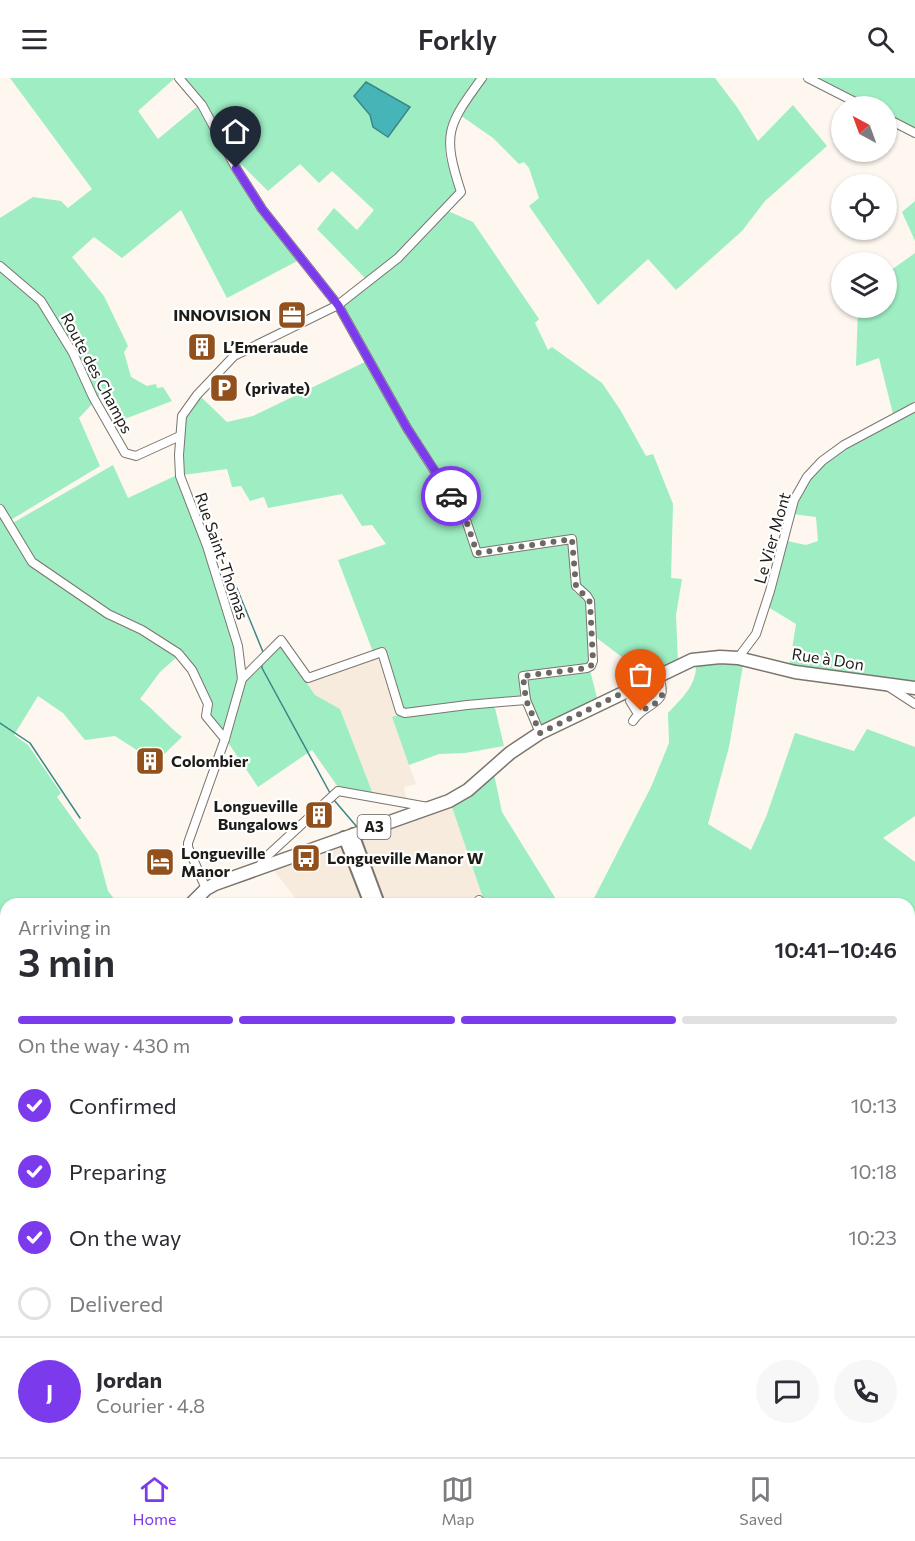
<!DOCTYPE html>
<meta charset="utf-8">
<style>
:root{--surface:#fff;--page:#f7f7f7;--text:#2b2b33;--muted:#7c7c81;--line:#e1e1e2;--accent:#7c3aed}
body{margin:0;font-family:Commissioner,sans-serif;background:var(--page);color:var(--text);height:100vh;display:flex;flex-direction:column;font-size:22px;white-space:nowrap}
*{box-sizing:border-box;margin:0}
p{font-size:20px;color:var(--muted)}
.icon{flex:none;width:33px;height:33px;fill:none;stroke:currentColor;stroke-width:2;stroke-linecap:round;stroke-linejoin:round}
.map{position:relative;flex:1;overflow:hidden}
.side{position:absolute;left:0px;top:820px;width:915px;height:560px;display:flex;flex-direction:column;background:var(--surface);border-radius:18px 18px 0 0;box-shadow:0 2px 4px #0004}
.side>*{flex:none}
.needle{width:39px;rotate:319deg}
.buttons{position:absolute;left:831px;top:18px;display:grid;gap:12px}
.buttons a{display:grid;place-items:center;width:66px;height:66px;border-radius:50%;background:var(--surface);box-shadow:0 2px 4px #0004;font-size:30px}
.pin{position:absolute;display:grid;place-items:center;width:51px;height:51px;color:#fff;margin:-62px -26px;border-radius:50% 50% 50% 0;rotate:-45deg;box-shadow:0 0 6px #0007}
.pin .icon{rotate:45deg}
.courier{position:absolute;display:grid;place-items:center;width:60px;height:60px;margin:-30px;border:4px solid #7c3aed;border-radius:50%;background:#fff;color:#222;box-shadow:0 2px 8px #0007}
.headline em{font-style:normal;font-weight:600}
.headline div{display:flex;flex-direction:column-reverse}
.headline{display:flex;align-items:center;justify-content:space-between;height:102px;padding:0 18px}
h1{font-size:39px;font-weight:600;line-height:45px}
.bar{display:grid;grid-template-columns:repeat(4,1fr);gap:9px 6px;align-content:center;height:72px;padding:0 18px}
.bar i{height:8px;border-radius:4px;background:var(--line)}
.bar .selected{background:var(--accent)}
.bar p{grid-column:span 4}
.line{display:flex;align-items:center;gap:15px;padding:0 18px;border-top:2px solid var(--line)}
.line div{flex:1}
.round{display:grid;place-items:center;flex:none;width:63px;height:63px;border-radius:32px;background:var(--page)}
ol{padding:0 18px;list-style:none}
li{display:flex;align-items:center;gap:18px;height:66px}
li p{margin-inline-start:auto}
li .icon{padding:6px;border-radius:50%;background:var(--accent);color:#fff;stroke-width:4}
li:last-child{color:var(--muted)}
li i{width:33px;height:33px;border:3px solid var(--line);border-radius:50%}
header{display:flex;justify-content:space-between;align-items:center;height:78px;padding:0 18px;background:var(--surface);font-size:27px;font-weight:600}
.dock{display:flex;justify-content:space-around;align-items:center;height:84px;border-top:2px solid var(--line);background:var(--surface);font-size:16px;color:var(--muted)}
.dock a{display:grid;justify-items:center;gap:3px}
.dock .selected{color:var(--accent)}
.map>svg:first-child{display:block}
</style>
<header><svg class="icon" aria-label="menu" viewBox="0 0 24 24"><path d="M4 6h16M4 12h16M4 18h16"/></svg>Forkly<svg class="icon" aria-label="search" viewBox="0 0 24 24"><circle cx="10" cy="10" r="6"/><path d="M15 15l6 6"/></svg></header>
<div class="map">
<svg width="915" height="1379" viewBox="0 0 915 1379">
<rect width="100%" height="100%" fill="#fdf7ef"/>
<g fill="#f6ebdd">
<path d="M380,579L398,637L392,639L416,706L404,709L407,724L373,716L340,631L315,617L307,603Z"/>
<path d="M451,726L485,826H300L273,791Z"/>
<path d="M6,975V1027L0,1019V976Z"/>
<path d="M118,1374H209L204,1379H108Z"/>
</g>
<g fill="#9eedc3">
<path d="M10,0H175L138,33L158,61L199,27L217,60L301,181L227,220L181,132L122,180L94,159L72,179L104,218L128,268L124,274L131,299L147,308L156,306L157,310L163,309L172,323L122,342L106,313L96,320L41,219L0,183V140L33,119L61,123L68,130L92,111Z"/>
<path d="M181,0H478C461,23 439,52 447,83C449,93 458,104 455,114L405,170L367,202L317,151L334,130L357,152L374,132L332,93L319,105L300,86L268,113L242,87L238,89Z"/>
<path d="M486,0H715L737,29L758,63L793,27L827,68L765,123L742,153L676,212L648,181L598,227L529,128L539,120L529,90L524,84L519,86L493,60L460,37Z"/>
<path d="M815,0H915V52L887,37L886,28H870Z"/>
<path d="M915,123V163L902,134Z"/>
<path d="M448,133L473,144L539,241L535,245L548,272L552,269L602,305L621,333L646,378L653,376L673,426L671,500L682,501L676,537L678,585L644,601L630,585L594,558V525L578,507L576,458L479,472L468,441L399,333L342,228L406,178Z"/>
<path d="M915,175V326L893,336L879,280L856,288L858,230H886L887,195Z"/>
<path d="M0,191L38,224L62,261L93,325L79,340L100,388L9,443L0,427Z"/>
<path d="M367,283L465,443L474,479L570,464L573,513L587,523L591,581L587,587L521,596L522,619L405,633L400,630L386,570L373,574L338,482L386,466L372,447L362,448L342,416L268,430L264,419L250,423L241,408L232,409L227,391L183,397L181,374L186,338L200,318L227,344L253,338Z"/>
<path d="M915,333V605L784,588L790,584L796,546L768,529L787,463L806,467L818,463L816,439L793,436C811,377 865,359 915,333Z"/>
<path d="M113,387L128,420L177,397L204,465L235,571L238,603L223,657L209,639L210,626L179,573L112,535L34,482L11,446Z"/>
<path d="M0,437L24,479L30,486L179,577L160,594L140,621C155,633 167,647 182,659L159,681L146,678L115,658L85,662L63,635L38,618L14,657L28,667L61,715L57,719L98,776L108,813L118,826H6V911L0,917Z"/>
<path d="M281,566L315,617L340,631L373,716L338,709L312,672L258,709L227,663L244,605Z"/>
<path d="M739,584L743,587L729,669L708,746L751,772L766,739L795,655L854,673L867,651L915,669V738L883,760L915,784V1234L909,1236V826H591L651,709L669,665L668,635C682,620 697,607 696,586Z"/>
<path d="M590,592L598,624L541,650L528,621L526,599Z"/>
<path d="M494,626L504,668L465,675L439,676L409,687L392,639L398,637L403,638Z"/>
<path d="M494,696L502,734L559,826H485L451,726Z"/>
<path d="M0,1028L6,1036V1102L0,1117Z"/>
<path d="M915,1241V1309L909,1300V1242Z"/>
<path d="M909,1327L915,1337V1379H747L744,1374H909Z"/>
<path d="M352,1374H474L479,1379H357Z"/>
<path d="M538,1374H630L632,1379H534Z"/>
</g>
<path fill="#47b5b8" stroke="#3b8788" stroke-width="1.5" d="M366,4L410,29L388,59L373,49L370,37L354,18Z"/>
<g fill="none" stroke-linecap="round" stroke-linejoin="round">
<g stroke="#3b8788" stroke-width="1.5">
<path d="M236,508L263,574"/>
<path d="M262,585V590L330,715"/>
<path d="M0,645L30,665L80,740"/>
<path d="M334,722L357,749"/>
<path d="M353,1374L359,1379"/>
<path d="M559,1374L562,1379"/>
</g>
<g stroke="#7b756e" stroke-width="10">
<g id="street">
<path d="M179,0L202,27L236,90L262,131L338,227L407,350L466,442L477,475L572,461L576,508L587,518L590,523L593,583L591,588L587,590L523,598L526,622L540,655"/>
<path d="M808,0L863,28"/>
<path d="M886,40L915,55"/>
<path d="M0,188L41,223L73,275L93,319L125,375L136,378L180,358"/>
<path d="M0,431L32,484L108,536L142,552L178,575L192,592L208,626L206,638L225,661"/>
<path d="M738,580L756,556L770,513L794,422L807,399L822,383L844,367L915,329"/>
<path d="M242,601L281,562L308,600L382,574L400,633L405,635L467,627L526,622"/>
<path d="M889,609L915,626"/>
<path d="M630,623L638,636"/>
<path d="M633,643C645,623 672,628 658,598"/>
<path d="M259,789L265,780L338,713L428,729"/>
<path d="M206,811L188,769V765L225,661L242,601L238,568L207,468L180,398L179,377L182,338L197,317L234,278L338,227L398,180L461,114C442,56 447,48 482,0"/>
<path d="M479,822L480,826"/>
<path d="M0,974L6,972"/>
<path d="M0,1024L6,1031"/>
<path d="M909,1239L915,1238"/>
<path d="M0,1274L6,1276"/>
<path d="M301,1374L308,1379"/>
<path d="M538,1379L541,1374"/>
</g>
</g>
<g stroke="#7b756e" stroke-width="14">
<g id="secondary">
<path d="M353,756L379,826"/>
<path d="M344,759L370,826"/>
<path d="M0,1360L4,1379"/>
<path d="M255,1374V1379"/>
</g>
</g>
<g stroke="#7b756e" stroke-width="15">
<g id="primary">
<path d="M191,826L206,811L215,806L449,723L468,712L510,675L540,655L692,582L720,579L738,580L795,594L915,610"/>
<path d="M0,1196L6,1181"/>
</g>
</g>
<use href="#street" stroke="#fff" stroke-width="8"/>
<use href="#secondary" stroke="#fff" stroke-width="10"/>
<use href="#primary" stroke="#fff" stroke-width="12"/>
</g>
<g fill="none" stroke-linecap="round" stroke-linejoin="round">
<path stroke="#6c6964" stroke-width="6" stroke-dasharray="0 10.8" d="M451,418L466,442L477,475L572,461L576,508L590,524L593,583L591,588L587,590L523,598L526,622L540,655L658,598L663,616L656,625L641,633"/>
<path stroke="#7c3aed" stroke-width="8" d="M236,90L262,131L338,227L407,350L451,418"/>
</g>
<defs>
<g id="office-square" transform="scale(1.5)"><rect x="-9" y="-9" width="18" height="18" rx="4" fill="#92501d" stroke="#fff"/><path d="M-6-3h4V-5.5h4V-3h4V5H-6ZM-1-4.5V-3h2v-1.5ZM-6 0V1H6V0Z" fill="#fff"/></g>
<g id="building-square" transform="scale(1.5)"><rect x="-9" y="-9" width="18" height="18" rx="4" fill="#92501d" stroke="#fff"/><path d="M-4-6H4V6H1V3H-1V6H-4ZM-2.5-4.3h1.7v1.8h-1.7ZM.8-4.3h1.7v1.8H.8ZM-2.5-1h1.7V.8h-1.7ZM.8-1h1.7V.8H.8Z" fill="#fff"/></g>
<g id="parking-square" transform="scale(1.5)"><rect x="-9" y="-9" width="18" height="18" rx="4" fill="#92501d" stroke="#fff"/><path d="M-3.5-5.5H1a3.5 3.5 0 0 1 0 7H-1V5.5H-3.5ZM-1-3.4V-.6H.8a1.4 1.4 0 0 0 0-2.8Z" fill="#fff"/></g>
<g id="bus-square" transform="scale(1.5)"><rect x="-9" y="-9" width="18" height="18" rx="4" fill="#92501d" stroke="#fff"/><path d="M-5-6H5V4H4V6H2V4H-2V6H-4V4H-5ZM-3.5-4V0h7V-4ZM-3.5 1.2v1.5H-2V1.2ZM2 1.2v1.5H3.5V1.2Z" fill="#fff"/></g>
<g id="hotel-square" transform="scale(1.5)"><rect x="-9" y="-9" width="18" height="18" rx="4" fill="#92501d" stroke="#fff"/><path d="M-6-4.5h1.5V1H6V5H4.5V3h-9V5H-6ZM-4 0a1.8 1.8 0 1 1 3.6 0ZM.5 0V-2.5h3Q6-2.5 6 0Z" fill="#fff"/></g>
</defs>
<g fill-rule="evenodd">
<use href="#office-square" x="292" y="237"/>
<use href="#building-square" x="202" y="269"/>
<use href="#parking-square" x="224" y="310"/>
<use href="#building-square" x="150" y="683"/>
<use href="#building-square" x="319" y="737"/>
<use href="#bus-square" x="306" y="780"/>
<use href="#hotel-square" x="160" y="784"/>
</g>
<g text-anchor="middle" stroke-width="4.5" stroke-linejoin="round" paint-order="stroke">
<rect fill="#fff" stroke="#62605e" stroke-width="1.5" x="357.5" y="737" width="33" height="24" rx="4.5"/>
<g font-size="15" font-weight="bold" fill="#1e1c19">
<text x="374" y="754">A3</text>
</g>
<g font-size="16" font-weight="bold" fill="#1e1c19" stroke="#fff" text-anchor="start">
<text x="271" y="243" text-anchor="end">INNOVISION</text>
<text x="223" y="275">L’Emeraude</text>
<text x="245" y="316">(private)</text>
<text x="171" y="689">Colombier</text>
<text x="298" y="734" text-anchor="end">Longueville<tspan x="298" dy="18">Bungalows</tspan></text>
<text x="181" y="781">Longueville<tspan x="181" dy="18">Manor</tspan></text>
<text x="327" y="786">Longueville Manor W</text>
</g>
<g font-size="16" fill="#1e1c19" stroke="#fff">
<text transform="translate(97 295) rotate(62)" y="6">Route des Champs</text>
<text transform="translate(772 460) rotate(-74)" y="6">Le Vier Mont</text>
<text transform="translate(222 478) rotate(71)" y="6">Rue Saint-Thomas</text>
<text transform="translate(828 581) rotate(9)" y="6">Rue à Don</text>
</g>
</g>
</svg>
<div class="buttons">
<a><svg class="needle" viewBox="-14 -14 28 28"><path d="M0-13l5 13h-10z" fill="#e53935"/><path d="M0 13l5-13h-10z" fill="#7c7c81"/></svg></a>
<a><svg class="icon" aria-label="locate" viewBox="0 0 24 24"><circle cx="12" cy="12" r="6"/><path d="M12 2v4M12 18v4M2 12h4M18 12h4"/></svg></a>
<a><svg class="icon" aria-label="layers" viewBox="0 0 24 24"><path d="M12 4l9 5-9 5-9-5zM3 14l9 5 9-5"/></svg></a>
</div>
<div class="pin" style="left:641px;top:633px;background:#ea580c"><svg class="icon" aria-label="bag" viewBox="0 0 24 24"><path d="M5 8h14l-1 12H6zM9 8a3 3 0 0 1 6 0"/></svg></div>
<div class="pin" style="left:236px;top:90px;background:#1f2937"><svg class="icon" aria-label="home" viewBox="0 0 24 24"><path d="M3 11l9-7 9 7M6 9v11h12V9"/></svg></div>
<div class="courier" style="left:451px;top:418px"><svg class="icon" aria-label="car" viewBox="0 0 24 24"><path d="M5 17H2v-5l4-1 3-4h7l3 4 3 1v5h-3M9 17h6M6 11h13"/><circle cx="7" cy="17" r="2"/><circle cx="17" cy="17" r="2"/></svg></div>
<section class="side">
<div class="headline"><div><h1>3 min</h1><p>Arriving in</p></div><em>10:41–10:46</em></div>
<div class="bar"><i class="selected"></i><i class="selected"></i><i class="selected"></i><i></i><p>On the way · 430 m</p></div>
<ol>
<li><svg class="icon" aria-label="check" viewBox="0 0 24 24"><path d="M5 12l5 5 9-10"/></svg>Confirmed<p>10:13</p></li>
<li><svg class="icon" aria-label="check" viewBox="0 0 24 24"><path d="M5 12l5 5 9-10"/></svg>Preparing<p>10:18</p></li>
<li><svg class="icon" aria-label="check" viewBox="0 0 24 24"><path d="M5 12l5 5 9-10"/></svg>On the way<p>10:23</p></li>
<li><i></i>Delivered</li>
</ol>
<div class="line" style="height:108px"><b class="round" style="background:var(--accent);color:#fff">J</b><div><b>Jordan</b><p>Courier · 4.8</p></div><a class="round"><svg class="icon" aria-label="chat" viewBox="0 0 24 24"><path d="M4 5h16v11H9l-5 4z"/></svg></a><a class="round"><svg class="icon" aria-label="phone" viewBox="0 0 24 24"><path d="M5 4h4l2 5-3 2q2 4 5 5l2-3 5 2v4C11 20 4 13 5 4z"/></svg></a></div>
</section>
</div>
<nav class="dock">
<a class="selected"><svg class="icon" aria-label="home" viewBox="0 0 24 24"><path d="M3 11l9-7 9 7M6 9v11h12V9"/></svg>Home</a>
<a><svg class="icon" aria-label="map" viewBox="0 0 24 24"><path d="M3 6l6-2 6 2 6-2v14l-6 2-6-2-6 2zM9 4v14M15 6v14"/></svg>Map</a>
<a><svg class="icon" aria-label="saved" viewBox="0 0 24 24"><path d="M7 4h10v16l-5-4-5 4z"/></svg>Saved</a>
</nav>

- - - - -

> _WORK ITEM_
Which lines of the material contain the string "shadow"? List each of them.

> _EXERCISE RESULT_
.side{position:absolute;left:0px;top:820px;width:915px;height:560px;display:flex;flex-direction:column;background:var(--surface);border-radius:18px 18px 0 0;box-shadow:0 2px 4px #0004}
.buttons a{display:grid;place-items:center;width:66px;height:66px;border-radius:50%;background:var(--surface);box-shadow:0 2px 4px #0004;font-size:30px}
.pin{position:absolute;display:grid;place-items:center;width:51px;height:51px;color:#fff;margin:-62px -26px;border-radius:50% 50% 50% 0;rotate:-45deg;box-shadow:0 0 6px #0007}
.courier{position:absolute;display:grid;place-items:center;width:60px;height:60px;margin:-30px;border:4px solid #7c3aed;border-radius:50%;background:#fff;color:#222;box-shadow:0 2px 8px #0007}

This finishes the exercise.